This is a very nice, detailed post! I have a few minor comments though (maybe a few are discussed somewhere, it's a _long_ article and I can't claim 100% coverage :-) ):
Calling it "training LLM" is a bit misleading. This is a small GPT-2-sized model (~160M params), while the "L" in "LLM" stands for large...
The early discussion and worries about truncating strings look a bit weird. The author then realizes they're anyway not even going to use 30% of the total available data, so who cares if for each given string we're only using the first 1024 tokens? (And anyway, even if doing more epochs, he doesn't discuss the obvious solution to avoid throwing away data, i.e. not clipping always the tail but starting from a random point each epoch - maybe after a punctuation or something)
At this level of simplicity, setting up a validation loop might be an unneeded complication (for the autoregressive pretraining part, not the instruction-tuning of course). That's because anyway the model is training for < 1 epoch, so no data is seen twice (*). One might as well just track the training loss, it's slightly less "clean" because it's evaluated each time on different data, but the sheer size of it makes up for the issue. The final plot shows that the two curves are similar - train is noisier of course, but nothing a bit of rolling smoothing couldn't solve.
The choice to load all tokenized text into RAM feels odd... it works, and it's possibly slightly faster than loading on-the-fly, but only if you have enough RAM to "waste". PyTorch loads data on separate processes in a non-blocking way, so it feels like having it on disk and loaded on-the-fly would be safer and not make any hit on runtime. But well, if it fits, it's certainly easier that way (although, as the author remarks, it only works if you can store it as a numpy array or torch tensor of some internally supported dtypes like int or float; if they are any Python "object" types, they get replicated per dataloader worker, and OOM is guaranteed)
The choice to concatenate everything into a long string is a bit outdated nowadays. Because it trains with attention between different sentences that have nothing to do with each other, and could cause a bias or anyway suboptimal results.

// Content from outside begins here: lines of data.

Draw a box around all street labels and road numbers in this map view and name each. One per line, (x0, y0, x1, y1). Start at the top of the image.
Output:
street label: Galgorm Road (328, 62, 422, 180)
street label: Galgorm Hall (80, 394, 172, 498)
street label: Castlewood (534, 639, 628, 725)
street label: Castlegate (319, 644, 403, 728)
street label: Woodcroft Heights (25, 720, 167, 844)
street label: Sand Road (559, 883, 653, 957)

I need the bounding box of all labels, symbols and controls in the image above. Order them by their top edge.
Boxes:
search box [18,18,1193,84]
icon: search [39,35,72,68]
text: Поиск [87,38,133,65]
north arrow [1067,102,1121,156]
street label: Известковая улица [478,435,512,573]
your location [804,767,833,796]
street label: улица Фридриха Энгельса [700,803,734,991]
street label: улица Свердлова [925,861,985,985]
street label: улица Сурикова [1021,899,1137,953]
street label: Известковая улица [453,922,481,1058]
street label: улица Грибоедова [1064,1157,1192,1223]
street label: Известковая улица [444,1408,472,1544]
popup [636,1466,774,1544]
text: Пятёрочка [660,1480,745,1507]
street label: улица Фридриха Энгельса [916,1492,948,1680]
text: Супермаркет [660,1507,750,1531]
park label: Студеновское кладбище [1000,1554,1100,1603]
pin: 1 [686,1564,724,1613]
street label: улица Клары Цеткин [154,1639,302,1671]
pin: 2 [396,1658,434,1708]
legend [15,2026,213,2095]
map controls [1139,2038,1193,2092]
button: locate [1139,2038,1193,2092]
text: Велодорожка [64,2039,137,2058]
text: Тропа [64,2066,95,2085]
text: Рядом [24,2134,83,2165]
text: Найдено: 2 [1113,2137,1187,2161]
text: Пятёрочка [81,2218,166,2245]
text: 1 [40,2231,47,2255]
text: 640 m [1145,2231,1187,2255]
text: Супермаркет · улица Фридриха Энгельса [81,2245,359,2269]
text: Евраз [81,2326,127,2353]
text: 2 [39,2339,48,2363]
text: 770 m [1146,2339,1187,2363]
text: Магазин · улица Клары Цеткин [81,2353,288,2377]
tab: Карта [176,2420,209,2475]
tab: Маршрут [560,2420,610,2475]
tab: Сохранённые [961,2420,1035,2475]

Nowadays people use masked attention ("document masking"), which is so popular it's even supported by FlashAttention: https://github.com/Dao-AILab/flash-attention/issues/654
(*) Of course, the data is dirty enough that there _will_ be some duplicated stuff here or there, but the same is true for a random train/validation split. Also such a small model would have very little risk to memorize, even if some data were replicated.*
> Calling it "training LLM" is a bit misleading. This is a small GPT-2-sized model (~160M params), while the "L" in "LLM" stands for large...
I've always felt the natural way of referring to smaller LLMs would be Medium Language Models and Small Language Models, but I guess MLM is an inauspicious acronym.
MLM is masked language modelling, another phrase for training models on the cloze task. It's the most common way to train encoder-only models.
CLM (causal language modelling) is the other common task where you autoregressively predict the next token given the previous ones. It's the most common way to train decoder-only models.
Aside from the weirdness of calling "good old" something that was released 17 months ago :-D I mean, deep learning is evolving at crazy rhythm, but you just can't assume a good paper gets written in days.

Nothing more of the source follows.